VERNAL — State regulators have stripped a Utah doctor of his license to prescribe controlled substances following an emergency hearing where it was determined that he poses "an immediate threat to public health, safety and welfare."
Dr. Paul Marie Gahlinger, however, said his treatment program for opioid dependence is saving lives and the state's case against him lacks merit.
"The really preposterous thing is that Utah has a lot of doctors that prescribe opioids such as Oxycontin and other abused medications," Gahlinger told the Deseret News. "That creates a problem and we are solving the problem."
The state Division of Occupational and Professional Licensing contends, however, that Gahlinger doesn't have enough contact with his patients to "properly evaluate or take a medical record" before prescribing Suboxone, a medication used to wean people off more powerful painkillers or illicit drugs like heroin.
That's because Gahlinger lives on the island of Saipan and only sees patients at his Medicruiser Clinic — operated out of his assistant's Uintah County home — via online video conferencing, according to the emergency order that suspended the doctor's prescription drug license.
"Telemedicine is a legal way to treat patients," Gahlinger countered by phone Wednesday. "This is how you reach rural patients who otherwise would not be able to get care."
The emergency order identified three of Gahlinger's patients by their initials. One patient was an obese man with high blood pressure. The other two were pregnant woman. All three received prescriptions for Suboxone and dealt almost exclusively with Kelly Reyes, a woman who works as Gahlinger's assistant but lacks any kind of state license, regulators said.
When the two female patients gave birth at Ashley Regional Medical Center in late 2013, their babies had to be monitored for withdrawals from Suboxone, according to the emergency order.
"It is generally not a drug that is recommended for women who are pregnant," said Dr. David Bestenlehner, a pharmacist at Ashley Regional. "However, if you have a woman who is trying to get off narcotics or some sort of pain medication, it is acceptable, but it has to be closely monitored."
In the case of one of the women, Gahlinger, who does not have privileges at and is not affiliated with the hospital, did "little physical monitoring" of her condition and "did not communicate with (her) OBGYN," the emergency order states.
It's an allegation Gahlinger flatly disputes.
"In fact, we were in touch with the obstetrician and worked with him and the patient," he said. "So this is just preposterous. Every one of (the division's) facts of finding is wrong."
Jennifer Bolton, spokeswoman for the Division of Occupational and Professional Licensing, said Gahlinger has 20 days to request a hearing on the emergency order.
Gahlinger believes the division failed to follow its own procedures for investigating allegations of physician misconduct. He said he wants his name cleared and indicated that he may take legal action against the state.

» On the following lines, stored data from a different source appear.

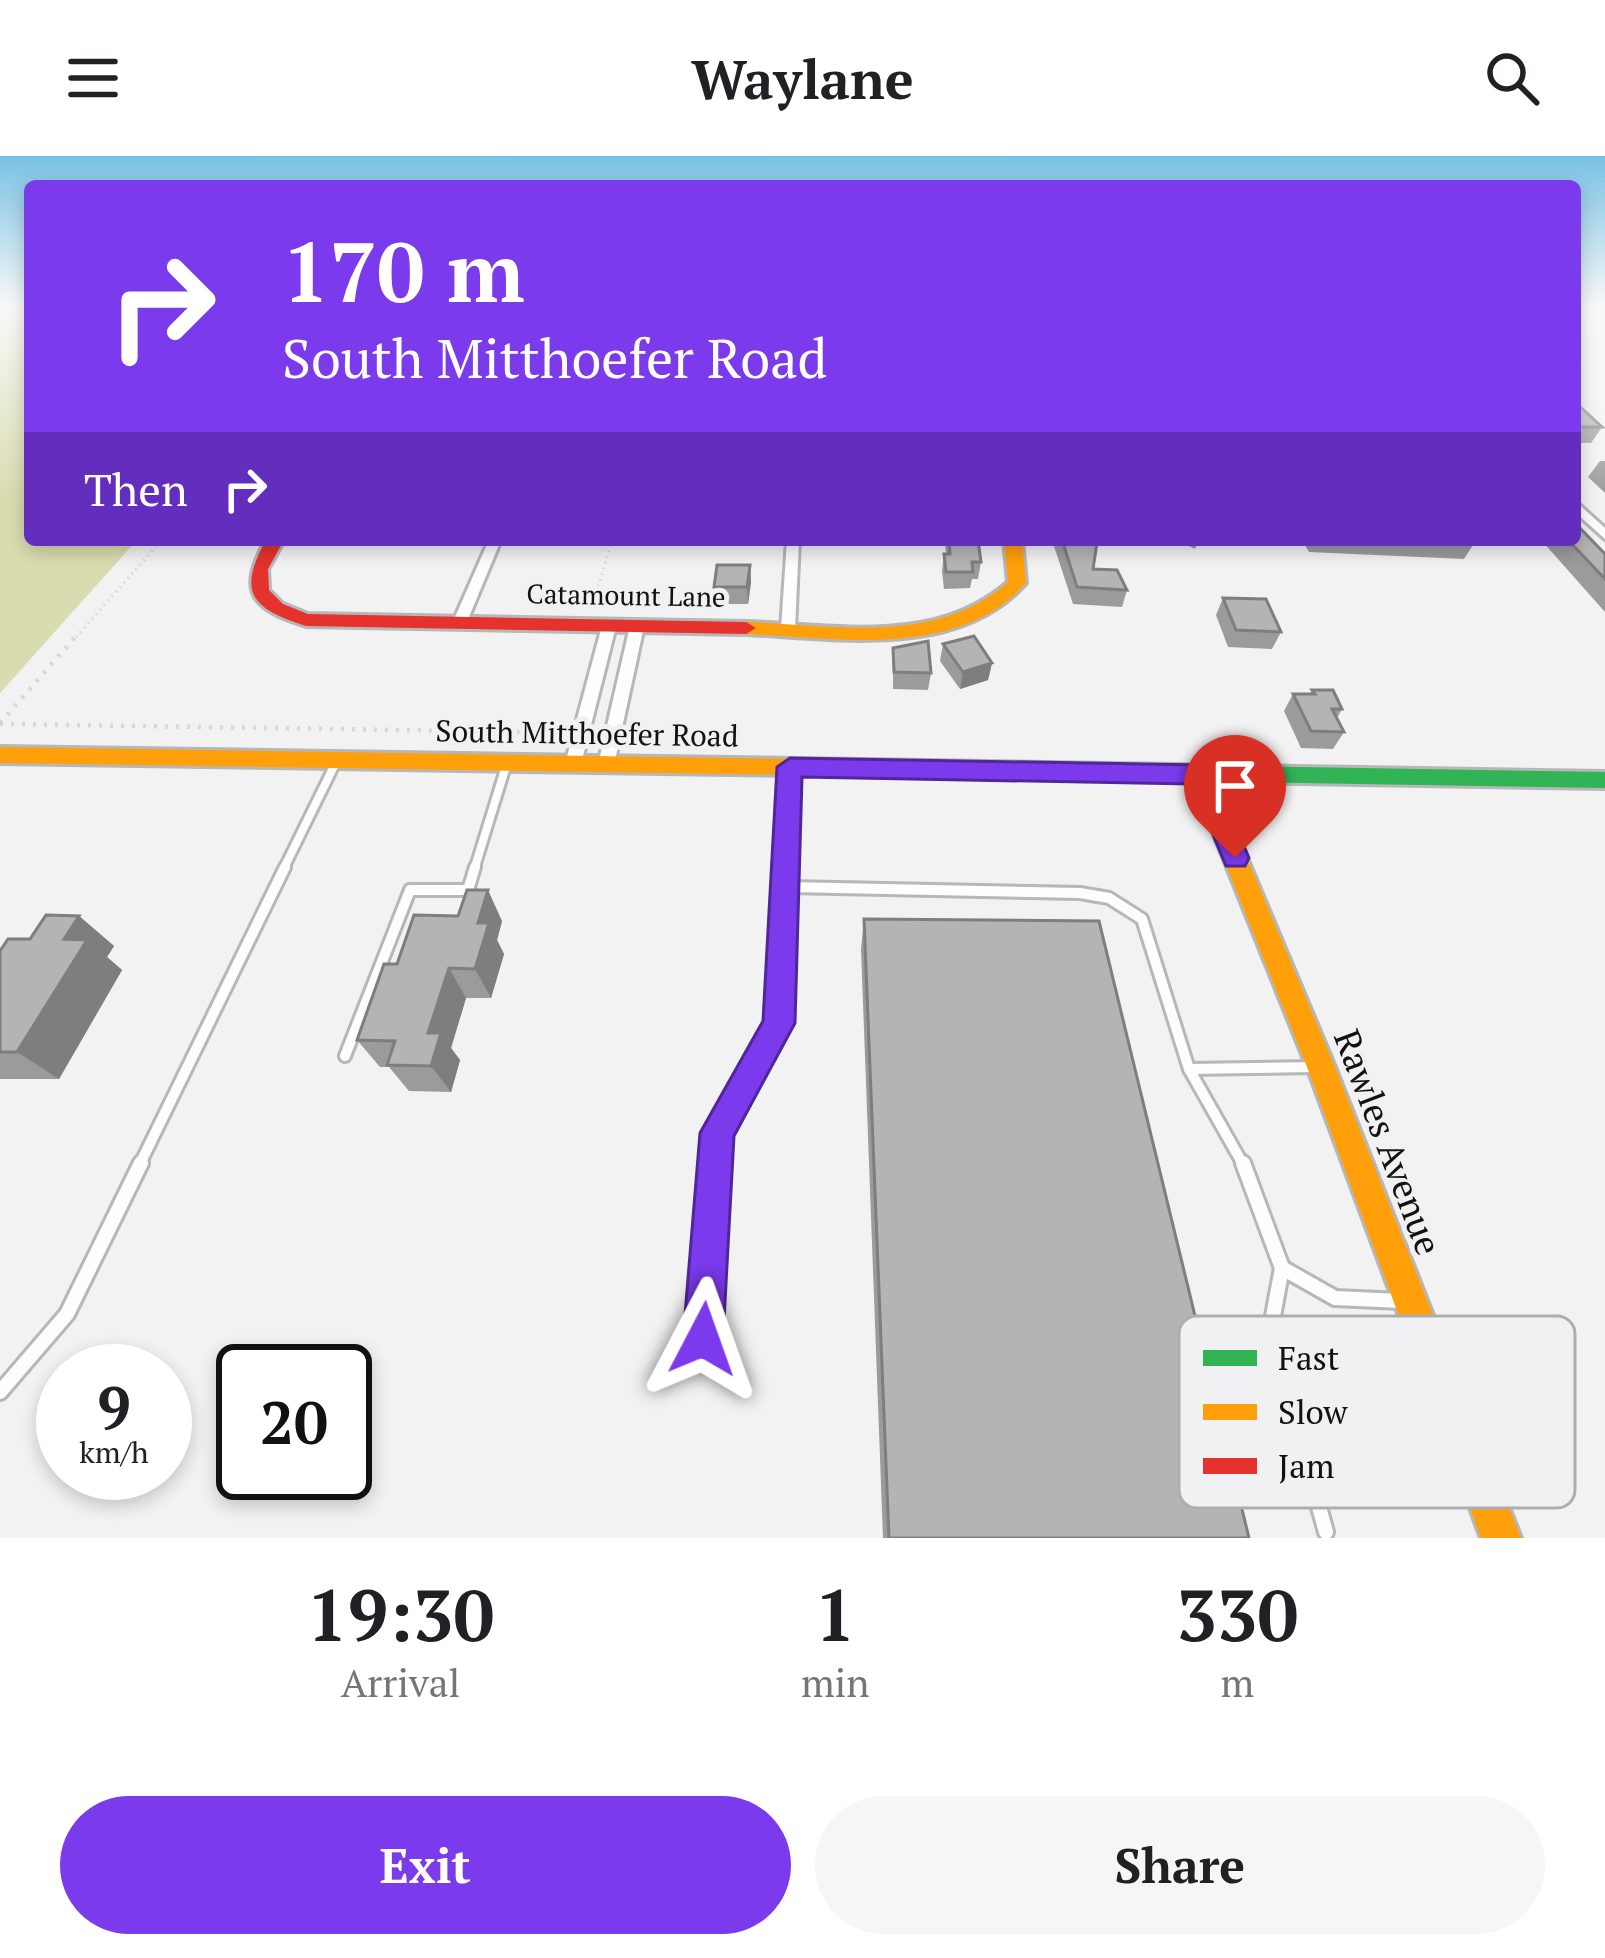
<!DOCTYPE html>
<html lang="en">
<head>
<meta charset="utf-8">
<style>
  :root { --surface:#fff; --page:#f6f6f6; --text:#202124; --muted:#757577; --accent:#7c3aed }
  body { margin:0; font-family:"PT Serif",serif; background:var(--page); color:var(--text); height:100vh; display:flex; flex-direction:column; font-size:45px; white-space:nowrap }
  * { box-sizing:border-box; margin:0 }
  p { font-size:39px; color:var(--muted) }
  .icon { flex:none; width:66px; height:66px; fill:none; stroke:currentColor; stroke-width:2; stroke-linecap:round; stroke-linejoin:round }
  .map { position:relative; height:1382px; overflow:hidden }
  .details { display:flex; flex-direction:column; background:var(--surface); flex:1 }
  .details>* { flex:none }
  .guide { position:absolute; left:24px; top:24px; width:1557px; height:366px; border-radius:12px; box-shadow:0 6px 18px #0003; background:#7c3aed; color:#fff; overflow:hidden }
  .speed { position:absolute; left:36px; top:1188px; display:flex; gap:24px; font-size:60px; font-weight:700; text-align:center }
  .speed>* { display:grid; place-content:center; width:156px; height:156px; border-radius:50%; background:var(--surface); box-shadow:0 6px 18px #0003; line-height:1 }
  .speed small { font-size:30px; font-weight:400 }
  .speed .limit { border:6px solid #111; border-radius:18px; background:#fff; color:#111 }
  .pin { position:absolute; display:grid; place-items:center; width:102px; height:102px; color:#fff; margin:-123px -51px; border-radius:50% 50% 50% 0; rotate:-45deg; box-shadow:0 0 12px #0007 }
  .pin .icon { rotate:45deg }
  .me { position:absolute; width:132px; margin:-66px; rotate:4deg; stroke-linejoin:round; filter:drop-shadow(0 0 9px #0008) }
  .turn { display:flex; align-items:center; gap:42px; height:252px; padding:0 60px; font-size:54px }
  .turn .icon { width:156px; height:156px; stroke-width:2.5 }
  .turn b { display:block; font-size:84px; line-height:102px }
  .then { display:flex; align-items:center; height:114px; padding:0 60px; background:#0003; gap:24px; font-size:45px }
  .eta { display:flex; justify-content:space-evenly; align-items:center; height:204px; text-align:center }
  .eta b { font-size:72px; font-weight:600; line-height:84px }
  .button { display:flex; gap:24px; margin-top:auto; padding:24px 60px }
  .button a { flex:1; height:138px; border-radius:72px; background:var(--accent); color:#fff; font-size:48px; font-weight:600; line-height:138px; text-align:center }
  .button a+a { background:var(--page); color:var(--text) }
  header { display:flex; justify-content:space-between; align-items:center; height:156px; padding:0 60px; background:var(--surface); font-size:54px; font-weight:600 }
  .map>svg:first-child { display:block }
  .green { fill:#d9dcaf }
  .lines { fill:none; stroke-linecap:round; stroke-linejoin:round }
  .lane-far2-casing { stroke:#b7b7b7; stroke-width:14 }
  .lane-far1-casing { stroke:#b7b7b7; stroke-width:16 }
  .lane-casing { stroke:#b7b7b7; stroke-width:20 }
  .street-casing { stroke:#b7b7b7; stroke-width:6 }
  .fast-casing { stroke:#b7b7b7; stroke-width:6 }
  .slow-casing { stroke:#b7b7b7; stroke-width:6 }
  .jam-casing { stroke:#b7b7b7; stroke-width:6 }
  .path-far1 { stroke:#d7d7d8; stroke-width:3; stroke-dasharray:1.5 4.5; stroke-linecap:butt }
  .path { stroke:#d7d7d8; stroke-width:4.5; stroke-dasharray:3 8; stroke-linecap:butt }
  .lane-far2 { stroke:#fdfdfd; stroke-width:8 }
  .lane-far1 { stroke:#fdfdfd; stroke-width:10 }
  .lane { stroke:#fdfdfd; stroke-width:14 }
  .street { fill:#fdfdfd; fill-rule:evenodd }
  .fast { fill:#30b455; fill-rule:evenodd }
  .slow { fill:#ff9f0a; fill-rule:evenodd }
  .jam { fill:#e5322d; fill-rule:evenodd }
  .wall { fill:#9b9b9b }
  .shaded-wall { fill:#7e7e7e }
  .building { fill:#b4b4b4; stroke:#7e7e7e; stroke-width:3 }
  .route { fill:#7c3aed; stroke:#51269a; stroke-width:3 }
  .labels { text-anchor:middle; stroke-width:10; stroke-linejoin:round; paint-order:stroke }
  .far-street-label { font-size:27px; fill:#111212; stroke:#f1f1f3 }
  .street-label { font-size:30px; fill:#111212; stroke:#f1f1f3 }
  .near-street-label { font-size:36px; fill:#111212; stroke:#f1f1f3 }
  .key { fill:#f1f1f3; stroke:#aeaeb0; stroke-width:3 }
  .key-label { font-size:33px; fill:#111212 }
</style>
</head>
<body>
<header><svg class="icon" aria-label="menu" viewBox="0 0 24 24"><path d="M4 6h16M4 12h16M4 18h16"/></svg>Waylane<svg class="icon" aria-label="search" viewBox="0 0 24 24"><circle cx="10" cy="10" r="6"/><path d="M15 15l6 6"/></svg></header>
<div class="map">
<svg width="1605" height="1382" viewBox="0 0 1605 1382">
  <rect width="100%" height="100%" fill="#f2f2f2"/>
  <path class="green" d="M0 151H30V384H137L0 537Z"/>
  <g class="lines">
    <defs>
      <g id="lane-far2">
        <path d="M283 714 337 604"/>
        <path d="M474 714 507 607"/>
        <path d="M788 714 790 611"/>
      </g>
      <g id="lane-far1">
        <path d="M788 731V711"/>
        <path d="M345 900 410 734H468L475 711"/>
        <path d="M1189 913 1244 1010"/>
        <path d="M139 1010 285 711"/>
        <path d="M715 1010 717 978 779 867 788 731 1080 737 1109 742 1142 763 1189 913 1316 911"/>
      </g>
      <g id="lane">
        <path d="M1243 1007 1282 1112 1270 1176 1326 1376"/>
        <path d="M1282 1112 1335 1142 1401 1145"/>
        <path d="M703 1183 715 1007"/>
        <path d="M0 1236 67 1158 141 1007"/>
      </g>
      <g id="street">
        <path d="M1599 151H1605V155L1600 153Z"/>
        <path d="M1575 345 1605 372V383L1575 356Z"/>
        <path d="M489 384H501L466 468 459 472 454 471 452 468Z"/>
        <path d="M787 384H799L795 473 788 477 781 473Z"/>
        <path d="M609 466 616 470 581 608 573 614 565 608 602 470Z"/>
        <path d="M637 466 644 470 614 609 606 615 598 609 630 470Z"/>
      </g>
      <path id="fast" d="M927 605 1605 616V632L927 621 916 613Z"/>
      <g id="slow">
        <path d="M1004 384H1022L1026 427C958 504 837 482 746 478L736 472 746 466C835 469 936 490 1008 426Z"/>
        <path d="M0 591 927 605 938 613 927 621 0 607Z"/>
        <path d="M1201 611 1212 619 1335 911 1521 1382H1481L1307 911 1190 619Z"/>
      </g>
      <path id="jam" d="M266 384H284L268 413 269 434 283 448 308 458 746 466 756 472 746 478 306 470C251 453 237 436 266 384Z"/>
    </defs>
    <use href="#lane-far2" class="lane-far2-casing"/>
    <use href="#lane-far1" class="lane-far1-casing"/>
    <use href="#lane" class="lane-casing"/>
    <use href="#street" class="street-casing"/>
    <use href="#fast" class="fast-casing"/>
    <use href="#slow" class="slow-casing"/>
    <use href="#jam" class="jam-casing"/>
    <g class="path-far1">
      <path d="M0 171 30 151"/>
      <path d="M0 319 30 292"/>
      <path d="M586 451 599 429 612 384"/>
      <path d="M76 481 162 384"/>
    </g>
    <g class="path">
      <path d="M0 567 78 478"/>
      <path d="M0 568 538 576 565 565"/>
    </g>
    <use href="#lane-far2" class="lane-far2"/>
    <use href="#lane-far1" class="lane-far1"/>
    <use href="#lane" class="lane"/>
    <use href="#street" class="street"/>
    <use href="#fast" class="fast"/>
    <use href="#slow" class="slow"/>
    <use href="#jam" class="jam"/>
  </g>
  <g class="wall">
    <path d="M1575 246 1602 271 1591 287H1575Z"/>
    <path d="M1600 305H1605V337L1588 321Z"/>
    <path d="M945 384H978L981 406 978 423H972L970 432 944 433 942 415 944 398H946Z"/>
    <path d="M1052 384H1096L1093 413 1127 434 1122 451 1073 448Z"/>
    <path d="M1177 384H1199L1195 393Z"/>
    <path d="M1302 384H1473L1475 386 1464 403 1309 396Z"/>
    <path d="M1543 384H1575L1605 398V456L1542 385Z"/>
    <path d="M750 409 751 426 748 448H715L714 431Z"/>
    <path d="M1223 442 1281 476 1272 493 1228 491 1216 459Z"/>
    <path d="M943 488 992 507 988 524 960 533 940 505Z"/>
    <path d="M893 492 931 517 928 534 893 533Z"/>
    <path d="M1312 534 1342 553 1337 562 1344 576 1333 593 1301 592 1284 555 1293 538H1310Z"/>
    <path d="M79 760 114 790 107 801 122 814 59 923H0V795L30 783Z"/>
    <path d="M864 763 1249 1382H883L861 793Z"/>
    <path d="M502 765 497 784 504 798 491 842H466L451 892 460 904 451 936 409 935 389 911H380L357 884 397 808Z"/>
  </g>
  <g class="shaded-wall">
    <path d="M750 409 751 426 748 448 747 431Z"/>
    <path d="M992 507 988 524 960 533 963 516Z"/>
    <path d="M488 734 502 765 497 784 504 798 491 842 475 813 478 767Z"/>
    <path d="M79 760 114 790 107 801 122 814 59 923 17 896 64 783Z"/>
    <path d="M449 812 466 842 451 892 460 904 451 936 431 910 428 877Z"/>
  </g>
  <g class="building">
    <path d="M1575 246 1602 271H1576Z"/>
    <path d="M1575 369H1577L1605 398V423L1568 384H1575Z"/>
    <path d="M949 384H978L981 406H972L973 416H946L944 398H950Z"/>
    <path d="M1062 384H1096L1097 387 1093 413 1117 414 1127 434 1077 431Z"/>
    <path d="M717 409H750L747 431H714Z"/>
    <path d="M1223 442 1266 443 1281 476 1236 474Z"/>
    <path d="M974 480 992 507 963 516 943 488Z"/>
    <path d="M928 485 931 517 894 516 893 492Z"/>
    <path d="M1312 534H1333L1342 553H1332L1344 576 1311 575 1293 538H1315Z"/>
    <path d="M467 734H488L478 767H489L475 813 449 812 428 877H441L431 910 387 909 395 885 357 884 384 808H397L414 759 458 760Z"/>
    <path d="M46 759 79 760 64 783 87 784 17 896H0V795L8 783H30Z"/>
    <path d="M864 763 1099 765 1249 1382H889Z"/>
  </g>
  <linearGradient id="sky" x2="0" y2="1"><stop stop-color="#78c1e4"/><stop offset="0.44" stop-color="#f9f9f9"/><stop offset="1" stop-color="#f9f9f9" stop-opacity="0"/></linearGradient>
  <rect width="1605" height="344" fill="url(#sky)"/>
  <path class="route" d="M790 602 1201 609 1214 619 1249 702 1245 710H1226L1192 628 802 621 795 867 734 980 723 1183 717 1197 703 1203 689 1197 683 1183 700 977 763 865 777 611Z"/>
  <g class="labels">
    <g class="far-street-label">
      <text transform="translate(626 440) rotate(1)" y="9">Catamount Lane</text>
    </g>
    <g class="street-label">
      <text transform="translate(587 578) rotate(1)" y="10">South Mitthoefer Road</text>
    </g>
    <g class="near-street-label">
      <text transform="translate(1388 986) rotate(69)" y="13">Rawles Avenue</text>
    </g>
  </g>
  <rect x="1179" y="1160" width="396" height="192" rx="18" class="key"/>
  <rect x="1203" y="1194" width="54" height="16" fill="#30b455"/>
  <rect x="1203" y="1248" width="54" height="16" fill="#ff9f0a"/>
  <rect x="1203" y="1302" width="54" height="16" fill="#e5322d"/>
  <g class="key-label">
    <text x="1278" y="1214">Fast</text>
    <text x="1278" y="1268">Slow</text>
    <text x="1278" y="1322">Jam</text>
  </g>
</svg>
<div class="speed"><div>9<small>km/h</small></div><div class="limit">20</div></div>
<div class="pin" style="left:1235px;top:702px;background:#d93025"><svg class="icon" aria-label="arrive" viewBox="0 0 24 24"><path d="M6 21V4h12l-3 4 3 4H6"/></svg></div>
<svg class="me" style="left:703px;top:1183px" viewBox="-20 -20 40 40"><path d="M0-17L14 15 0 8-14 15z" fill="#7c3aed" stroke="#fff" stroke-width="4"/></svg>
<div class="guide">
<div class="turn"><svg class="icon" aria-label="right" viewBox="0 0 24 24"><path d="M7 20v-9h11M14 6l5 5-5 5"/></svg><div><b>170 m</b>South Mitthoefer Road</div></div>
<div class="then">Then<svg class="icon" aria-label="right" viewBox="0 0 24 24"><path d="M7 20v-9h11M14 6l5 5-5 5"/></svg></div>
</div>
</div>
<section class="details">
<div class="eta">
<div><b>19:30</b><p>Arrival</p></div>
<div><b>1</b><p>min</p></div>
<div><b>330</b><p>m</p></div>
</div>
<div class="button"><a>Exit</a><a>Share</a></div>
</section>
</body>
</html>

"They took the most extreme kind of action — an emergency order — that is normally reserved for the most egregious kind of malpractice," he said. "I hate to say this, but there may be cause here for a lawsuit against DOPL for defamation of character and loss of income.
"Right now we have 65 patients who are dependent on us who are very distressed because they will no longer be able to get their medication," Gahlinger added, "so this is causing great injury to the community."